TASK DETAILS =>
Each entry below is to be printed verbatim.

BEGIN EXTRACTED ENTRIES

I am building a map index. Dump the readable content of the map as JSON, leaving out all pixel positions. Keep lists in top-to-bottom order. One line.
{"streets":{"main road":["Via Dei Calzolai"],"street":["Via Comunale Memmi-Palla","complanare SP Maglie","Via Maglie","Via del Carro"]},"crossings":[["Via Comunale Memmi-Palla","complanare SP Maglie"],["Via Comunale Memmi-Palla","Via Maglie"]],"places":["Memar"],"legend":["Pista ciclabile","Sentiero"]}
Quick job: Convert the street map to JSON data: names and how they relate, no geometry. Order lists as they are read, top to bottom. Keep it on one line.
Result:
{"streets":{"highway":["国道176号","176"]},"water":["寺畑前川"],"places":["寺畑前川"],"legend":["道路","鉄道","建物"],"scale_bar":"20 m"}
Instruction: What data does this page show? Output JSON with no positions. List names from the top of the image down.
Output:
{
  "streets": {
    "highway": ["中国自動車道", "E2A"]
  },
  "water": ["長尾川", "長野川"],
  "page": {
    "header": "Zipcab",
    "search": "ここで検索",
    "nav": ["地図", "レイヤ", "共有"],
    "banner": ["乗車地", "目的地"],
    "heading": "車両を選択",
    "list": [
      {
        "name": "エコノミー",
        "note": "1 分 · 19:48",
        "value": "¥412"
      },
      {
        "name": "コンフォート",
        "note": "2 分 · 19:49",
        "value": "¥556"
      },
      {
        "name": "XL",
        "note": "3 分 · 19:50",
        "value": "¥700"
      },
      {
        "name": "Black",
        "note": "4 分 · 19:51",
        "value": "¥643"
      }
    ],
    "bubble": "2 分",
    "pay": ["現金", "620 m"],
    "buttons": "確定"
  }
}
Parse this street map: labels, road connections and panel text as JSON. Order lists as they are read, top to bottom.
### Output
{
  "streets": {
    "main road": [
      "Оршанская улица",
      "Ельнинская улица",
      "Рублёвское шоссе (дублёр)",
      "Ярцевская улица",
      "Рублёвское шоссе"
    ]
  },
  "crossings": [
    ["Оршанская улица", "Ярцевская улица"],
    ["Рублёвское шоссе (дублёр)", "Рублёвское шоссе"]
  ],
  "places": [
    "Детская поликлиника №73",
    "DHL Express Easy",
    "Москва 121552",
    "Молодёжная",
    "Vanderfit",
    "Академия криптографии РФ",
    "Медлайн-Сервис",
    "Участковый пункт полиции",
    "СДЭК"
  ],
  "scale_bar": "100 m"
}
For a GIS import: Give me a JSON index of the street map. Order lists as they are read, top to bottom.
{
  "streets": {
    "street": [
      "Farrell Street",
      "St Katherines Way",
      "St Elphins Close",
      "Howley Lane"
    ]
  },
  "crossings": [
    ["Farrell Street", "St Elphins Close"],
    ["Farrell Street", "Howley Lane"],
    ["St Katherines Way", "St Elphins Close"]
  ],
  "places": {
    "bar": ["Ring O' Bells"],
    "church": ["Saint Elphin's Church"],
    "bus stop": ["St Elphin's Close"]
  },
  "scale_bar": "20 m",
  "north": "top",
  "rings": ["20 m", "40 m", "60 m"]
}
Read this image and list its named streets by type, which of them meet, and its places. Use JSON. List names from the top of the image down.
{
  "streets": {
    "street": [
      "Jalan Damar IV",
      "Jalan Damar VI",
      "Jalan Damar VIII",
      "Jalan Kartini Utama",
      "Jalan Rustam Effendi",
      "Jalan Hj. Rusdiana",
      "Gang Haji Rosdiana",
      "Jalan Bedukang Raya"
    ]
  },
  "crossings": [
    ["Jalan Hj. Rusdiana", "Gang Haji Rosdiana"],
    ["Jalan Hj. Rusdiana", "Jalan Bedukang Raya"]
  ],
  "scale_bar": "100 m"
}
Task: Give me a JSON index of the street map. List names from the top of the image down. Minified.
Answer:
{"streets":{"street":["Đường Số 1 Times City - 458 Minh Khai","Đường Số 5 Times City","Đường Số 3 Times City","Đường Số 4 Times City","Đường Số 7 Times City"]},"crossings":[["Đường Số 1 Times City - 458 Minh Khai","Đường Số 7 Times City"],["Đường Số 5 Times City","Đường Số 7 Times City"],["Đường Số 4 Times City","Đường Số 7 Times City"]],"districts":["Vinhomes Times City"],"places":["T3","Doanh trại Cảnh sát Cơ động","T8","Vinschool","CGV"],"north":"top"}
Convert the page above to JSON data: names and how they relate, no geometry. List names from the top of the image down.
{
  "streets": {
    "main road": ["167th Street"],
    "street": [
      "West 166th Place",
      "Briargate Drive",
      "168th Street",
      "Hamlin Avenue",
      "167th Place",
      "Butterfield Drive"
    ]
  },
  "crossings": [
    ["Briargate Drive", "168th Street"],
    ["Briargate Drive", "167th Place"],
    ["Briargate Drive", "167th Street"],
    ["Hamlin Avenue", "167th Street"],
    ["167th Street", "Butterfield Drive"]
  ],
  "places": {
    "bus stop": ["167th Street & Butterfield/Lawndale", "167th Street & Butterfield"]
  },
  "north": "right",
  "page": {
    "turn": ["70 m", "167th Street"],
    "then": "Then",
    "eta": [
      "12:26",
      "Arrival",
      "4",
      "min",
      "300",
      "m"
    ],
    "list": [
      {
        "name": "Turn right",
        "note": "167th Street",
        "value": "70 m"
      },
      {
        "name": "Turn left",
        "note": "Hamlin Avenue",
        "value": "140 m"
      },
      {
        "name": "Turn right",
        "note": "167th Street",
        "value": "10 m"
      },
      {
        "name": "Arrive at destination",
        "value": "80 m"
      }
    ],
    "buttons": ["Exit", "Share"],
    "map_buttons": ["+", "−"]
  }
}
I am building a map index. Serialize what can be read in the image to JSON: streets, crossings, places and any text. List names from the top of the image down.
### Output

END EXTRACTED ENTRIES

SOLUTION TO THIS PROBLEM =>
I am building a map index. Dump the readable content of the map as JSON, leaving out all pixel positions. Keep lists in top-to-bottom order. One line.
{"streets":{"main road":["Via Dei Calzolai"],"street":["Via Comunale Memmi-Palla","complanare SP Maglie","Via Maglie","Via del Carro"]},"crossings":[["Via Comunale Memmi-Palla","complanare SP Maglie"],["Via Comunale Memmi-Palla","Via Maglie"]],"places":["Memar"],"legend":["Pista ciclabile","Sentiero"]}
Quick job: Convert the street map to JSON data: names and how they relate, no geometry. Order lists as they are read, top to bottom. Keep it on one line.
Result:
{"streets":{"highway":["国道176号","176"]},"water":["寺畑前川"],"places":["寺畑前川"],"legend":["道路","鉄道","建物"],"scale_bar":"20 m"}
Instruction: What data does this page show? Output JSON with no positions. List names from the top of the image down.
Output:
{
  "streets": {
    "highway": ["中国自動車道", "E2A"]
  },
  "water": ["長尾川", "長野川"],
  "page": {
    "header": "Zipcab",
    "search": "ここで検索",
    "nav": ["地図", "レイヤ", "共有"],
    "banner": ["乗車地", "目的地"],
    "heading": "車両を選択",
    "list": [
      {
        "name": "エコノミー",
        "note": "1 分 · 19:48",
        "value": "¥412"
      },
      {
        "name": "コンフォート",
        "note": "2 分 · 19:49",
        "value": "¥556"
      },
      {
        "name": "XL",
        "note": "3 分 · 19:50",
        "value": "¥700"
      },
      {
        "name": "Black",
        "note": "4 分 · 19:51",
        "value": "¥643"
      }
    ],
    "bubble": "2 分",
    "pay": ["現金", "620 m"],
    "buttons": "確定"
  }
}
Parse this street map: labels, road connections and panel text as JSON. Order lists as they are read, top to bottom.
### Output
{
  "streets": {
    "main road": [
      "Оршанская улица",
      "Ельнинская улица",
      "Рублёвское шоссе (дублёр)",
      "Ярцевская улица",
      "Рублёвское шоссе"
    ]
  },
  "crossings": [
    ["Оршанская улица", "Ярцевская улица"],
    ["Рублёвское шоссе (дублёр)", "Рублёвское шоссе"]
  ],
  "places": [
    "Детская поликлиника №73",
    "DHL Express Easy",
    "Москва 121552",
    "Молодёжная",
    "Vanderfit",
    "Академия криптографии РФ",
    "Медлайн-Сервис",
    "Участковый пункт полиции",
    "СДЭК"
  ],
  "scale_bar": "100 m"
}
For a GIS import: Give me a JSON index of the street map. Order lists as they are read, top to bottom.
{
  "streets": {
    "street": [
      "Farrell Street",
      "St Katherines Way",
      "St Elphins Close",
      "Howley Lane"
    ]
  },
  "crossings": [
    ["Farrell Street", "St Elphins Close"],
    ["Farrell Street", "Howley Lane"],
    ["St Katherines Way", "St Elphins Close"]
  ],
  "places": {
    "bar": ["Ring O' Bells"],
    "church": ["Saint Elphin's Church"],
    "bus stop": ["St Elphin's Close"]
  },
  "scale_bar": "20 m",
  "north": "top",
  "rings": ["20 m", "40 m", "60 m"]
}
Read this image and list its named streets by type, which of them meet, and its places. Use JSON. List names from the top of the image down.
{
  "streets": {
    "street": [
      "Jalan Damar IV",
      "Jalan Damar VI",
      "Jalan Damar VIII",
      "Jalan Kartini Utama",
      "Jalan Rustam Effendi",
      "Jalan Hj. Rusdiana",
      "Gang Haji Rosdiana",
      "Jalan Bedukang Raya"
    ]
  },
  "crossings": [
    ["Jalan Hj. Rusdiana", "Gang Haji Rosdiana"],
    ["Jalan Hj. Rusdiana", "Jalan Bedukang Raya"]
  ],
  "scale_bar": "100 m"
}
Task: Give me a JSON index of the street map. List names from the top of the image down. Minified.
Answer:
{"streets":{"street":["Đường Số 1 Times City - 458 Minh Khai","Đường Số 5 Times City","Đường Số 3 Times City","Đường Số 4 Times City","Đường Số 7 Times City"]},"crossings":[["Đường Số 1 Times City - 458 Minh Khai","Đường Số 7 Times City"],["Đường Số 5 Times City","Đường Số 7 Times City"],["Đường Số 4 Times City","Đường Số 7 Times City"]],"districts":["Vinhomes Times City"],"places":["T3","Doanh trại Cảnh sát Cơ động","T8","Vinschool","CGV"],"north":"top"}
Convert the page above to JSON data: names and how they relate, no geometry. List names from the top of the image down.
{
  "streets": {
    "main road": ["167th Street"],
    "street": [
      "West 166th Place",
      "Briargate Drive",
      "168th Street",
      "Hamlin Avenue",
      "167th Place",
      "Butterfield Drive"
    ]
  },
  "crossings": [
    ["Briargate Drive", "168th Street"],
    ["Briargate Drive", "167th Place"],
    ["Briargate Drive", "167th Street"],
    ["Hamlin Avenue", "167th Street"],
    ["167th Street", "Butterfield Drive"]
  ],
  "places": {
    "bus stop": ["167th Street & Butterfield/Lawndale", "167th Street & Butterfield"]
  },
  "north": "right",
  "page": {
    "turn": ["70 m", "167th Street"],
    "then": "Then",
    "eta": [
      "12:26",
      "Arrival",
      "4",
      "min",
      "300",
      "m"
    ],
    "list": [
      {
        "name": "Turn right",
        "note": "167th Street",
        "value": "70 m"
      },
      {
        "name": "Turn left",
        "note": "Hamlin Avenue",
        "value": "140 m"
      },
      {
        "name": "Turn right",
        "note": "167th Street",
        "value": "10 m"
      },
      {
        "name": "Arrive at destination",
        "value": "80 m"
      }
    ],
    "buttons": ["Exit", "Share"],
    "map_buttons": ["+", "−"]
  }
}
I am building a map index. Serialize what can be read in the image to JSON: streets, crossings, places and any text. List names from the top of the image down.
### Output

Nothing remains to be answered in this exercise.